About the Lab
The Laboratory of Biochemistry and Genetics uses molecular genetics, biochemical techniques, microscopy and physical chemical approaches, to study a diverse range of topics related to disease and health. These include: prions (infectious proteins) in yeast; the roles of chaperones and other components in yeast prions; centrosome replication and function; gamete development, meiosis, and fertilization; molecular crowding; biosynthesis of polyamines and their roles in translation and other functions; and translation, particularly termination and the ribosome recycling process.
Our goal is to discover new knowledge useful in understanding basic biology and disease processes.

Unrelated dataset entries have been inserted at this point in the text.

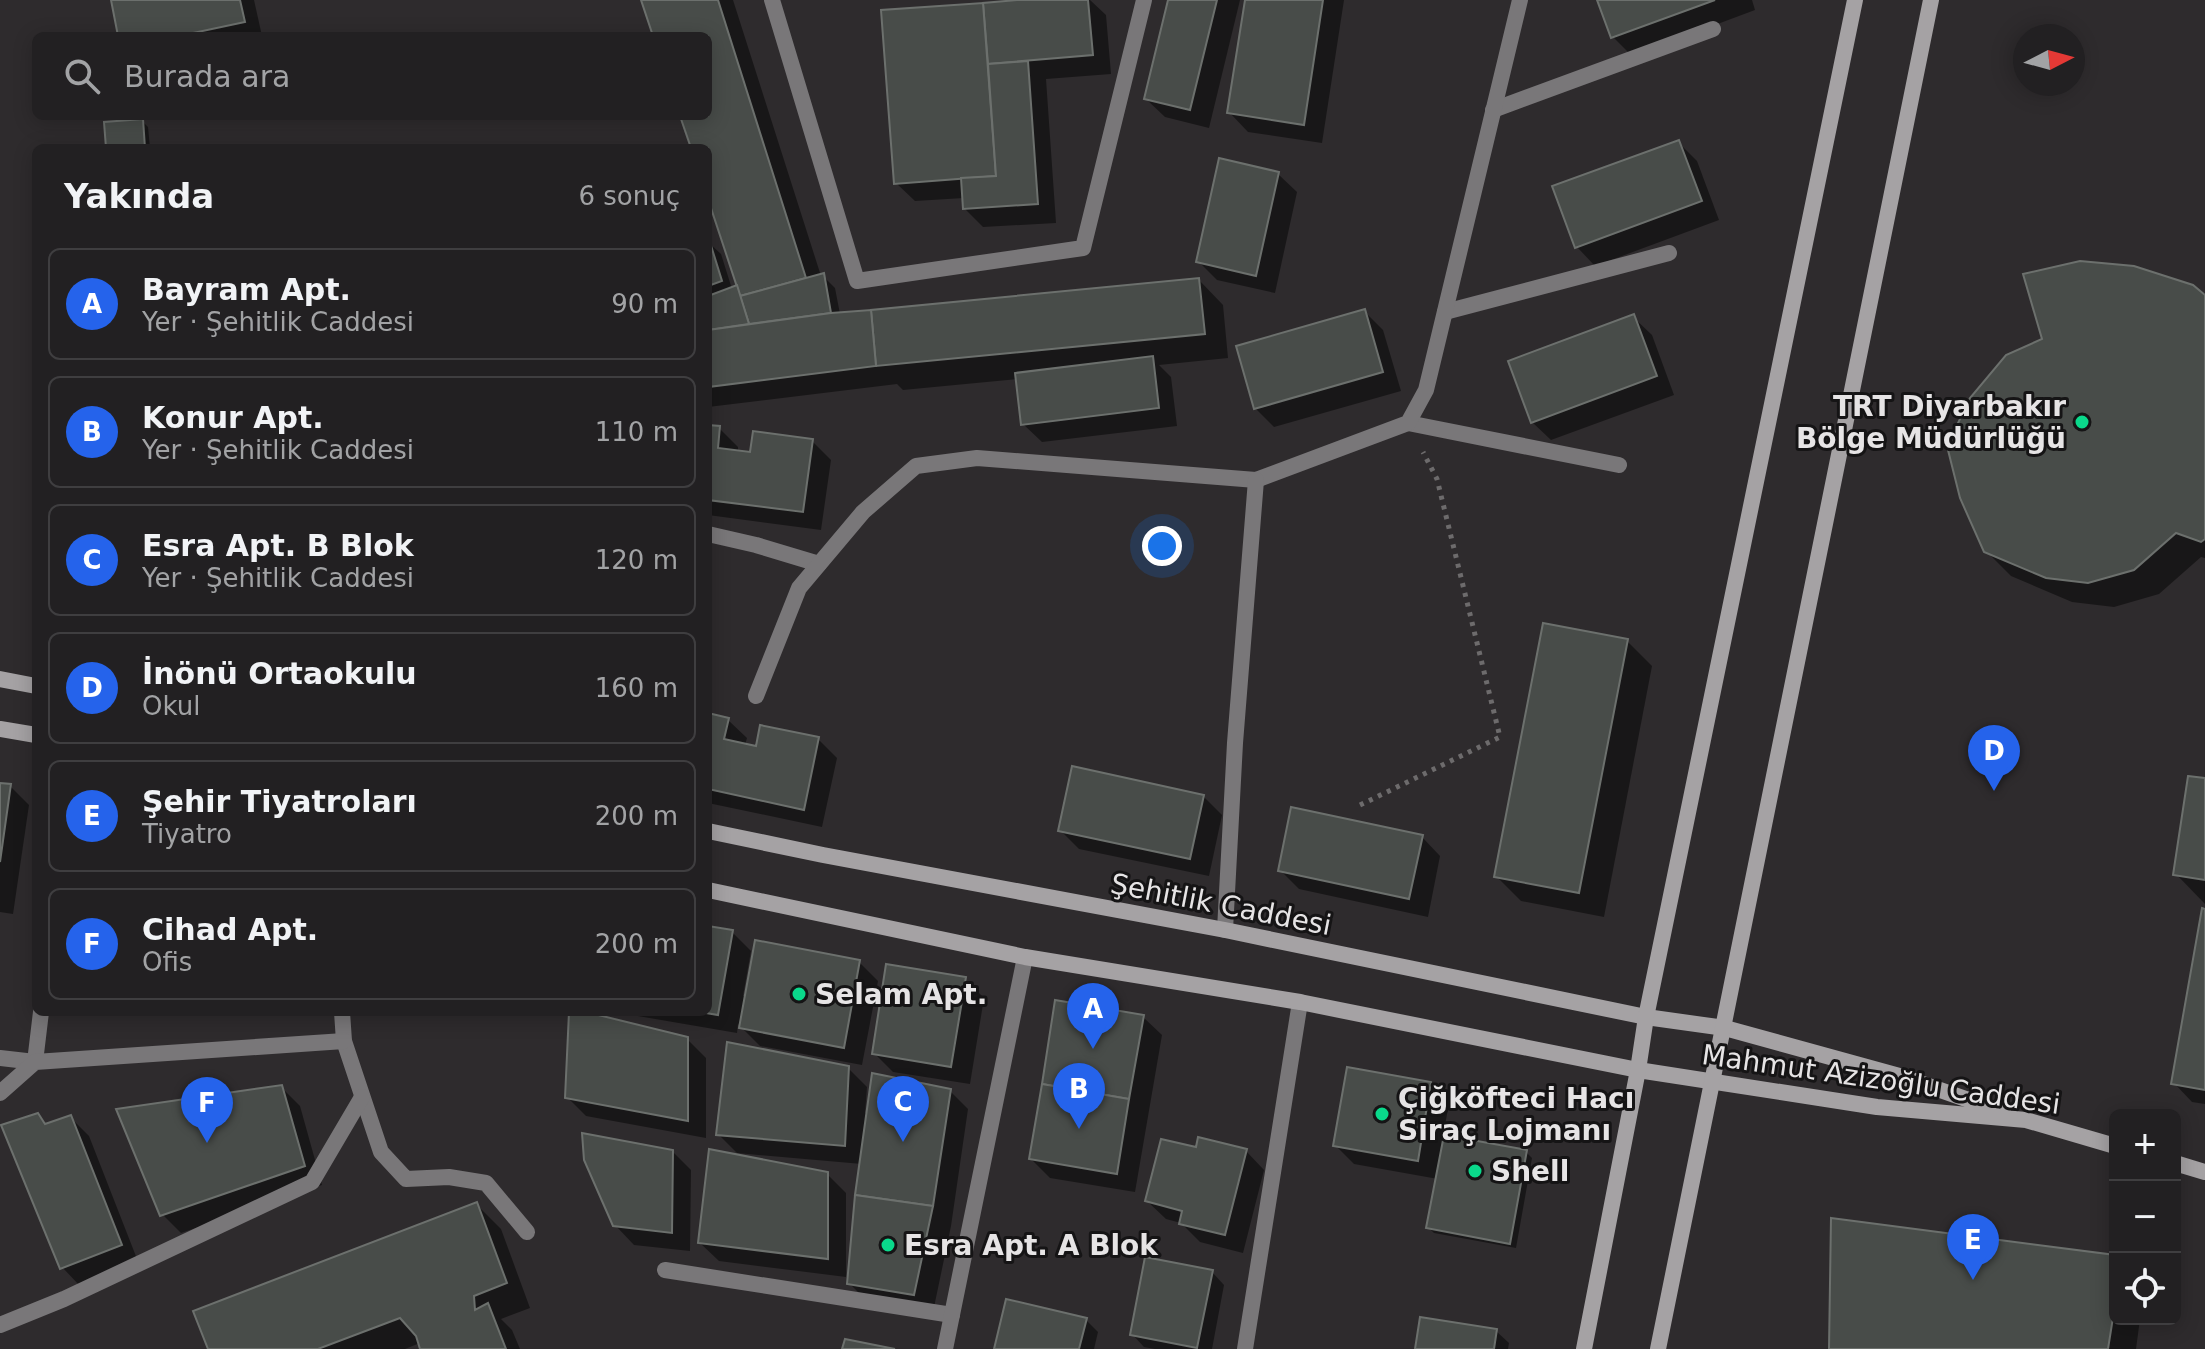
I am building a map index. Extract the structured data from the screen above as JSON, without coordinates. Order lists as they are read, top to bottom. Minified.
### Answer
{"streets":{"street":["Şehitlik Caddesi","Mahmut Azizoğlu Caddesi"]},"crossings":[["Şehitlik Caddesi","Mahmut Azizoğlu Caddesi"]],"places":["TRT Diyarbakır Bölge Müdürlüğü","Selam Apt.","Çiğköfteci Hacı Siraç Lojmanı","Shell","Esra Apt. A Blok"],"north":"right","page":{"search":"Burada ara","heading":["Yakında","6 sonuç"],"list":[{"mark":"A","name":"Bayram Apt.","note":"Yer · Şehitlik Caddesi","value":"90 m"},{"mark":"B","name":"Konur Apt.","note":"Yer · Şehitlik Caddesi","value":"110 m"},{"mark":"C","name":"Esra Apt. B Blok","note":"Yer · Şehitlik Caddesi","value":"120 m"},{"mark":"D","name":"İnönü Ortaokulu","note":"Okul","value":"160 m"},{"mark":"E","name":"Şehir Tiyatroları","note":"Tiyatro","value":"200 m"},{"mark":"F","name":"Cihad Apt.","note":"Ofis","value":"200 m"}],"pins":["D","A","B","C","F","E"],"map_buttons":["+","−"]}}
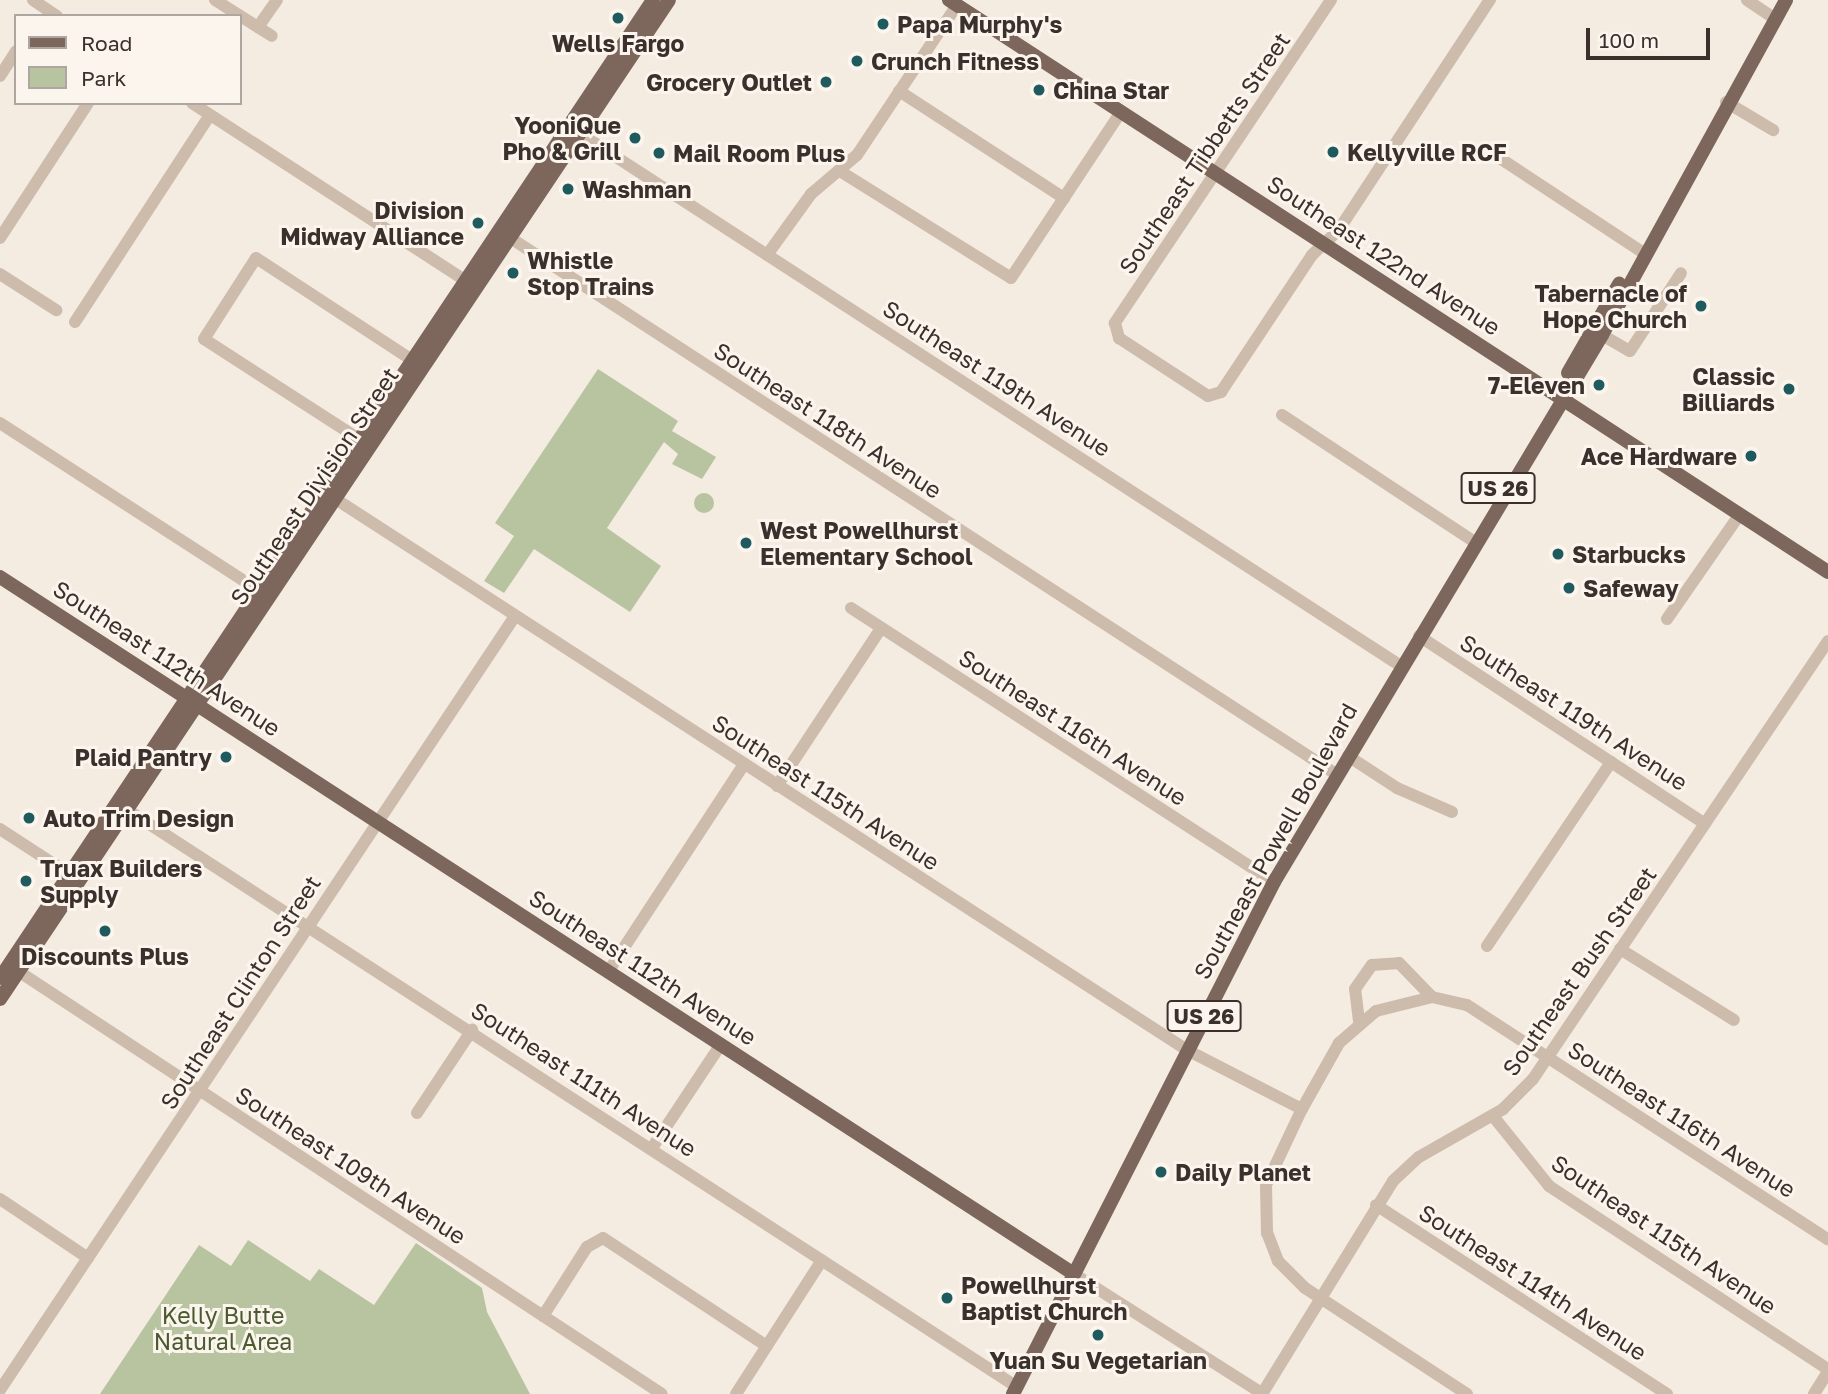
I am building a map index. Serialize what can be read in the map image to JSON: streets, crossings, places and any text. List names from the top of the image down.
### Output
{
  "streets": {
    "main road": [
      "Southeast 122nd Avenue",
      "Southeast Division Street",
      "US 26",
      "Southeast 112th Avenue",
      "Southeast Powell Boulevard"
    ],
    "street": [
      "Southeast Tibbetts Street",
      "Southeast 119th Avenue",
      "Southeast 118th Avenue",
      "Southeast 116th Avenue",
      "Southeast 115th Avenue",
      "Southeast Bush Street",
      "Southeast Clinton Street",
      "Southeast 111th Avenue",
      "Southeast 109th Avenue",
      "Southeast 114th Avenue"
    ]
  },
  "crossings": [
    ["Southeast Tibbetts Street", "Southeast 122nd Avenue"],
    ["Southeast 122nd Avenue", "Southeast Powell Boulevard"],
    ["Southeast 119th Avenue", "Southeast Division Street"],
    ["Southeast 119th Avenue", "Southeast Powell Boulevard"],
    ["Southeast 119th Avenue", "Southeast Bush Street"],
    ["Southeast 118th Avenue", "Southeast Division Street"],
    ["Southeast 118th Avenue", "Southeast Powell Boulevard"],
    ["Southeast Division Street", "Southeast 112th Avenue"],
    ["Southeast Division Street", "Southeast 115th Avenue"],
    ["Southeast Division Street", "Southeast 111th Avenue"],
    ["Southeast Division Street", "Southeast 109th Avenue"],
    ["Southeast 112th Avenue", "Southeast Powell Boulevard"],
    ["Southeast 112th Avenue", "Southeast Bush Street"],
    ["Southeast 112th Avenue", "Southeast Clinton Street"],
    ["Southeast 116th Avenue", "Southeast Powell Boulevard"],
    ["Southeast 116th Avenue", "Southeast Bush Street"],
    ["Southeast 115th Avenue", "Southeast Powell Boulevard"],
    ["Southeast 115th Avenue", "Southeast Bush Street"],
    ["Southeast 115th Avenue", "Southeast Clinton Street"],
    ["Southeast Powell Boulevard", "Southeast 111th Avenue"],
    ["Southeast Bush Street", "Southeast 114th Avenue"],
    ["Southeast Clinton Street", "Southeast 111th Avenue"],
    ["Southeast Clinton Street", "Southeast 109th Avenue"]
  ],
  "parks": ["Kelly Butte Natural Area"],
  "places": [
    "Wells Fargo",
    "Papa Murphy's",
    "Crunch Fitness",
    "Grocery Outlet",
    "China Star",
    "YooniQue Pho & Grill",
    "Kellyville RCF",
    "Mail Room Plus",
    "Washman",
    "Division Midway Alliance",
    "Whistle Stop Trains",
    "Tabernacle of Hope Church",
    "7-Eleven",
    "Classic Billiards",
    "Ace Hardware",
    "West Powellhurst Elementary School",
    "Starbucks",
    "Safeway",
    "Plaid Pantry",
    "Auto Trim Design",
    "Truax Builders Supply",
    "Discounts Plus",
    "Daily Planet",
    "Powellhurst Baptist Church",
    "Yuan Su Vegetarian"
  ],
  "legend": ["Road", "Park"],
  "scale_bar": "100 m"
}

Orna Cohen-Fix: The nuclear envelope is critical for the function and morphology of the nucleus, which is altered during aging and disease. We focus on two aspects of nuclear envelope biology: (a) studies on the regulation of nuclear size and shape, conducted mainly in budding yeast, and (b) studies on the mechanism of pronuclear fusion after fertilization, conducted mainly in C. elegans.
Andy Golden: We are modeling human monogenic diseases by creating the analogous mutations in the C. elegans genes. We will characterize the biological consequences and use suppressor/enhancer genetics to find interacting genes.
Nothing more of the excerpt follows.